We're now into the season that really should be known as Listmas, where everyone is compiling lists of their top 10s of 2011. But there is plenty of fine, less showy work being done, even behind the scenes, that often doesn't get the credit it deserves. So here's a shout out and a thank you to those in the DVD/Blu-ray medium who have made staying in as much fun as going out.
Best restoration
The Great White Silence
Originally released in 1924, Herbert G Ponting's documentary charted Robert Falcon Scott's ill-fated Terra Nova expedition to the south pole. Ponting only accompanied the team as far as the Antarctic coastline base camp, but this was enough to capture sights never before filmed, as well as a solid historical document of a legendary feat. The rest of the expedition is portrayed using his eerie and poignant footage of Scott, Oates, et al, training in the fiercely cold environment, breaking in their equipment before setting off, never to return. It's an important film, and the sharp BFI restoration does it the justice it deserves.
Best label
Arrow
It's often the smaller-funded labels that do the best work. Arrow has released marvellous discs of many of cinema's classics, such as Bicycle Thieves, Rififi and Les Diaboliques, but it's for their horror releases that they truly excel. The more respectable directors like George A Romero and Dario Argento get their due here, but Arrow also pull out all the stops for such (unfairly) lesser regarded Gore-teurs as Lucio Fulci and Frank Henenlotter. Blu-rays of Fulci classics The Beyond and City Of The Living Dead show that the films are far more atmospheric and better made than they ever appeared before, and for Henenlotter (with the imminent Frankenhooker disc) you get extensive extras that cover the rarely examined scene of low-budget New York film-makers and the lost grindhouses of Times Square and 42nd Street.
Best reissue
Silent Running (Masters Of Cinema)
This has come out before, in 2008 with no promotion on a fairly bare-bones DVD (cruelly echoing the way the film was released, with zero advertising, back in 1971). But 2011 saw this charming, thoughtful lost classic of science-fiction return with a vengeance on a great-looking Blu-ray, with new interviews, plus a booklet full of rare artwork and photos supplied by the film's director Douglas Trumbull. It wasn't so much reviewed as subjected to a media-wide outpouring of love by critics and fans, all of whom had fond memories of seeing it as well as being happy to report how well it's held up over time.
Best extras
The Twilight Zone
Most extras can be boiled down to two sentences: 1) "Everyone had a great time making this film" and 2) "It was mostly done with computers". Odd, then, that it takes the release of a 1959 television series to show how to package good supplementary material. With the fifth and final season hitting the shelves soon, The Twilight Zone discs are stuffed with interviews, commentaries, isolated music tracks, relevant episodes of other TV shows, radio plays and university lectures from the show's brilliant creator Rod Serling. It presents a masterclass in creating timeless, thought-provoking TV.

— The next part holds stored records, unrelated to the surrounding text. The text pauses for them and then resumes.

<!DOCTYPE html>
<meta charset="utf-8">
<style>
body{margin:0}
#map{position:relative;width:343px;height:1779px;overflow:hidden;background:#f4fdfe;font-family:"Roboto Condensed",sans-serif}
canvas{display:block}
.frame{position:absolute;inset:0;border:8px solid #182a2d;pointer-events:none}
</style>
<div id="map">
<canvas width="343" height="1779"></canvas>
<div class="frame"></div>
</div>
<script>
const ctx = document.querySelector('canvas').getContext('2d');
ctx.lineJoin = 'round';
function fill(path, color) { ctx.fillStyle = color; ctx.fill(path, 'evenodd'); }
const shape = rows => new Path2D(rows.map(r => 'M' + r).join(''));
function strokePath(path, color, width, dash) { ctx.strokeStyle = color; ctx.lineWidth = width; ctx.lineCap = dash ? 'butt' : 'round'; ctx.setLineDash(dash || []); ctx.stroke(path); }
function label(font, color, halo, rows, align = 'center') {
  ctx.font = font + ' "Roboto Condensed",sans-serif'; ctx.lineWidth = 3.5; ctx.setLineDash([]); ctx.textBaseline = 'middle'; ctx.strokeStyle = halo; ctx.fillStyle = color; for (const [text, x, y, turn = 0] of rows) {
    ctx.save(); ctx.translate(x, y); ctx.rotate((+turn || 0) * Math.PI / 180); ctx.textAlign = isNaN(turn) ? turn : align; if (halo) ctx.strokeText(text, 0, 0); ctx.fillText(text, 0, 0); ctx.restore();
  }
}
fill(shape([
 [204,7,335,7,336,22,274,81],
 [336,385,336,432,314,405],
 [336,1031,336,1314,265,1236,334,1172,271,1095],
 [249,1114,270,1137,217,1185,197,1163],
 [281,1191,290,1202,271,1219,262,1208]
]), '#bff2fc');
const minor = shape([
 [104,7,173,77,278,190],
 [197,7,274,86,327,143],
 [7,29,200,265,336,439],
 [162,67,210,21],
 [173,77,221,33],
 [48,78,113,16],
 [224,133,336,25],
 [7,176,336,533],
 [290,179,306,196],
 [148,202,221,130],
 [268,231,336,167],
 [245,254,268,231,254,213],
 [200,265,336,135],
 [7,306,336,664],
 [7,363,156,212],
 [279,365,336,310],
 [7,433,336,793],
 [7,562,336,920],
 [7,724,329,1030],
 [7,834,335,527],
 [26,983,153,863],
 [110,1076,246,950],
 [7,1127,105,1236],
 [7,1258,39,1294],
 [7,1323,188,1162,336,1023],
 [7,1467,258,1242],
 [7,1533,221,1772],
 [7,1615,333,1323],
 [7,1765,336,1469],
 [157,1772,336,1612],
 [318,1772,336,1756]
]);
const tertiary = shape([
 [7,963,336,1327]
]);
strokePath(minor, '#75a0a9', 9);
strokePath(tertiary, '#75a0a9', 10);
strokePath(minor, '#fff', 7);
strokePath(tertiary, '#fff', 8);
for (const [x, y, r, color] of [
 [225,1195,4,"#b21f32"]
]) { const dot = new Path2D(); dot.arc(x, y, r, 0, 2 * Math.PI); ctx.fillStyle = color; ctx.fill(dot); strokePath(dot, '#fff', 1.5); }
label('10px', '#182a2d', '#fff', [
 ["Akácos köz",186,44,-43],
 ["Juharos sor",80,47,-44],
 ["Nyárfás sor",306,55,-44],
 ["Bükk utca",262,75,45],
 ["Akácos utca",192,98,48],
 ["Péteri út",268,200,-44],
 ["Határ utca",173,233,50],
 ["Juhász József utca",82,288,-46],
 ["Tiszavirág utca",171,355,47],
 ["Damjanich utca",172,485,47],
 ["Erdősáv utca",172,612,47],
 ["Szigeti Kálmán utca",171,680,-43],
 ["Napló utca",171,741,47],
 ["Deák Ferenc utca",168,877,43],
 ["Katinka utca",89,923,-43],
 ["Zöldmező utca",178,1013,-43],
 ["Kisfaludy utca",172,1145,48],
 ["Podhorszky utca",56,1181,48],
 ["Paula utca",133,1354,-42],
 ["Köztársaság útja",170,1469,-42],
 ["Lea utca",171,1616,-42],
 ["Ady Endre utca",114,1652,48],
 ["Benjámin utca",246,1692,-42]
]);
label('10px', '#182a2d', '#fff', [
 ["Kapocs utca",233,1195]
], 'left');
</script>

Best disc to convince your mum about Blu-ray
Frozen Planet
Even if you watched this on the BBC's HD channel, it's not as good as seeing it on Blu-ray. It's impossibly clear, with both the picture and sound as crisp as the driven snow (particularly good since most of the images are of driven snow). The BBC's trip to the icy wastelands seemed at first like they were scraping the bottom of the nature barrel for their docs, but it turned out to be their most spectacular offering yet. Much better than a Pixar movie to convince your elders and betters that Blu-ray is worthwhile.